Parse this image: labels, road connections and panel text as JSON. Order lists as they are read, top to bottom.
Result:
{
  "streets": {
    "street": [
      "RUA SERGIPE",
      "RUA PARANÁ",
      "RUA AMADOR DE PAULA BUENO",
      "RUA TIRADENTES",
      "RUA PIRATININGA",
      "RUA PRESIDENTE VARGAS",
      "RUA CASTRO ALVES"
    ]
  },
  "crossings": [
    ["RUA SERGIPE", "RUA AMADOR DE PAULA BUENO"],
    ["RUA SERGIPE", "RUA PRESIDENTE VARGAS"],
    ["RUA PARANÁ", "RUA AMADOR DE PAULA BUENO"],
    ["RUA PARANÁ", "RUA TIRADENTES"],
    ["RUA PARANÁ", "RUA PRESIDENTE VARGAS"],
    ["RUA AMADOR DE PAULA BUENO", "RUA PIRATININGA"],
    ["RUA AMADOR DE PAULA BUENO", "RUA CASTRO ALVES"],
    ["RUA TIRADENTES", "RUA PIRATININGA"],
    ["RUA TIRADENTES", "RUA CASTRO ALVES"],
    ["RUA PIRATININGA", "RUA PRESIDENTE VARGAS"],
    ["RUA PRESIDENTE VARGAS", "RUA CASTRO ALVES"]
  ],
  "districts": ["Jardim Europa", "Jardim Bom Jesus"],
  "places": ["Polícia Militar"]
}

- [PROBLEM TO WORK ON] Write the records again exactly as they stand.

- [ANSWER SPACE]
Parse this image: labels, road connections and panel text as JSON. Order lists as they are read, top to bottom.
Result:
{
  "streets": {
    "street": [
      "RUA SERGIPE",
      "RUA PARANÁ",
      "RUA AMADOR DE PAULA BUENO",
      "RUA TIRADENTES",
      "RUA PIRATININGA",
      "RUA PRESIDENTE VARGAS",
      "RUA CASTRO ALVES"
    ]
  },
  "crossings": [
    ["RUA SERGIPE", "RUA AMADOR DE PAULA BUENO"],
    ["RUA SERGIPE", "RUA PRESIDENTE VARGAS"],
    ["RUA PARANÁ", "RUA AMADOR DE PAULA BUENO"],
    ["RUA PARANÁ", "RUA TIRADENTES"],
    ["RUA PARANÁ", "RUA PRESIDENTE VARGAS"],
    ["RUA AMADOR DE PAULA BUENO", "RUA PIRATININGA"],
    ["RUA AMADOR DE PAULA BUENO", "RUA CASTRO ALVES"],
    ["RUA TIRADENTES", "RUA PIRATININGA"],
    ["RUA TIRADENTES", "RUA CASTRO ALVES"],
    ["RUA PIRATININGA", "RUA PRESIDENTE VARGAS"],
    ["RUA PRESIDENTE VARGAS", "RUA CASTRO ALVES"]
  ],
  "districts": ["Jardim Europa", "Jardim Bom Jesus"],
  "places": ["Polícia Militar"]
}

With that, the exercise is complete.